## INSTRUCTIONS FOR THE TASK
Below are some records. Print all of them exactly as they appear.

Stored data entries:
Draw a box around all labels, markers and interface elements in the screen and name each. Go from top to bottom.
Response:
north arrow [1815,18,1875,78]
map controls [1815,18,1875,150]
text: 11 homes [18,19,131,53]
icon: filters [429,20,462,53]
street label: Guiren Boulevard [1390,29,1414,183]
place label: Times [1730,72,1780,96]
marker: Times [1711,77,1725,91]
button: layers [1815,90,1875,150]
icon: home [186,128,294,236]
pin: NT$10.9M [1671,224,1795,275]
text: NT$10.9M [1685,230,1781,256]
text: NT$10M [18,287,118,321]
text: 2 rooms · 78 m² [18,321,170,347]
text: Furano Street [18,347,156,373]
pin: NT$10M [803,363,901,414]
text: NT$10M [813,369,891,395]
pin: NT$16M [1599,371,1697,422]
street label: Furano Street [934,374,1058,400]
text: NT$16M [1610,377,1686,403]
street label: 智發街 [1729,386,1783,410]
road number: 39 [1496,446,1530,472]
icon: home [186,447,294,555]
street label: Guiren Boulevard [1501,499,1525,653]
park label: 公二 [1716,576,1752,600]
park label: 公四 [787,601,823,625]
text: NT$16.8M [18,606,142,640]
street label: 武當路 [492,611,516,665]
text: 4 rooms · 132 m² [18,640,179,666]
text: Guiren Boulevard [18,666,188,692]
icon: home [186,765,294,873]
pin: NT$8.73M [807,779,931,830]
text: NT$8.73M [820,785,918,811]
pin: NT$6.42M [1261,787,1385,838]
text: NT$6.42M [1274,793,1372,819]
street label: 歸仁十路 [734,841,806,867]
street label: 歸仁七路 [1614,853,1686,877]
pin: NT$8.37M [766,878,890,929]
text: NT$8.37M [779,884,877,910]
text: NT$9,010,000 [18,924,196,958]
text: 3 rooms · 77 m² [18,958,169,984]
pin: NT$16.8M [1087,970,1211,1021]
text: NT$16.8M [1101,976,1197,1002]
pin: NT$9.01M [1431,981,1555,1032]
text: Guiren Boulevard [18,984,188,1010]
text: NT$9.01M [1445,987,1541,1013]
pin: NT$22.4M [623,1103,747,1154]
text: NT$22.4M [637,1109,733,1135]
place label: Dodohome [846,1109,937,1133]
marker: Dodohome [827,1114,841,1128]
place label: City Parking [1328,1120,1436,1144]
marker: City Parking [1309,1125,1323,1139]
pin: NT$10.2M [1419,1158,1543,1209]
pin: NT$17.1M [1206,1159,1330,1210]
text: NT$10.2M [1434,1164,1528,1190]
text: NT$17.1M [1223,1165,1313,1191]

## TASK SOLUTION
Draw a box around all labels, markers and interface elements in the screen and name each. Go from top to bottom.
Response:
north arrow [1815,18,1875,78]
map controls [1815,18,1875,150]
text: 11 homes [18,19,131,53]
icon: filters [429,20,462,53]
street label: Guiren Boulevard [1390,29,1414,183]
place label: Times [1730,72,1780,96]
marker: Times [1711,77,1725,91]
button: layers [1815,90,1875,150]
icon: home [186,128,294,236]
pin: NT$10.9M [1671,224,1795,275]
text: NT$10.9M [1685,230,1781,256]
text: NT$10M [18,287,118,321]
text: 2 rooms · 78 m² [18,321,170,347]
text: Furano Street [18,347,156,373]
pin: NT$10M [803,363,901,414]
text: NT$10M [813,369,891,395]
pin: NT$16M [1599,371,1697,422]
street label: Furano Street [934,374,1058,400]
text: NT$16M [1610,377,1686,403]
street label: 智發街 [1729,386,1783,410]
road number: 39 [1496,446,1530,472]
icon: home [186,447,294,555]
street label: Guiren Boulevard [1501,499,1525,653]
park label: 公二 [1716,576,1752,600]
park label: 公四 [787,601,823,625]
text: NT$16.8M [18,606,142,640]
street label: 武當路 [492,611,516,665]
text: 4 rooms · 132 m² [18,640,179,666]
text: Guiren Boulevard [18,666,188,692]
icon: home [186,765,294,873]
pin: NT$8.73M [807,779,931,830]
text: NT$8.73M [820,785,918,811]
pin: NT$6.42M [1261,787,1385,838]
text: NT$6.42M [1274,793,1372,819]
street label: 歸仁十路 [734,841,806,867]
street label: 歸仁七路 [1614,853,1686,877]
pin: NT$8.37M [766,878,890,929]
text: NT$8.37M [779,884,877,910]
text: NT$9,010,000 [18,924,196,958]
text: 3 rooms · 77 m² [18,958,169,984]
pin: NT$16.8M [1087,970,1211,1021]
text: NT$16.8M [1101,976,1197,1002]
pin: NT$9.01M [1431,981,1555,1032]
text: Guiren Boulevard [18,984,188,1010]
text: NT$9.01M [1445,987,1541,1013]
pin: NT$22.4M [623,1103,747,1154]
text: NT$22.4M [637,1109,733,1135]
place label: Dodohome [846,1109,937,1133]
marker: Dodohome [827,1114,841,1128]
place label: City Parking [1328,1120,1436,1144]
marker: City Parking [1309,1125,1323,1139]
pin: NT$10.2M [1419,1158,1543,1209]
pin: NT$17.1M [1206,1159,1330,1210]
text: NT$10.2M [1434,1164,1528,1190]
text: NT$17.1M [1223,1165,1313,1191]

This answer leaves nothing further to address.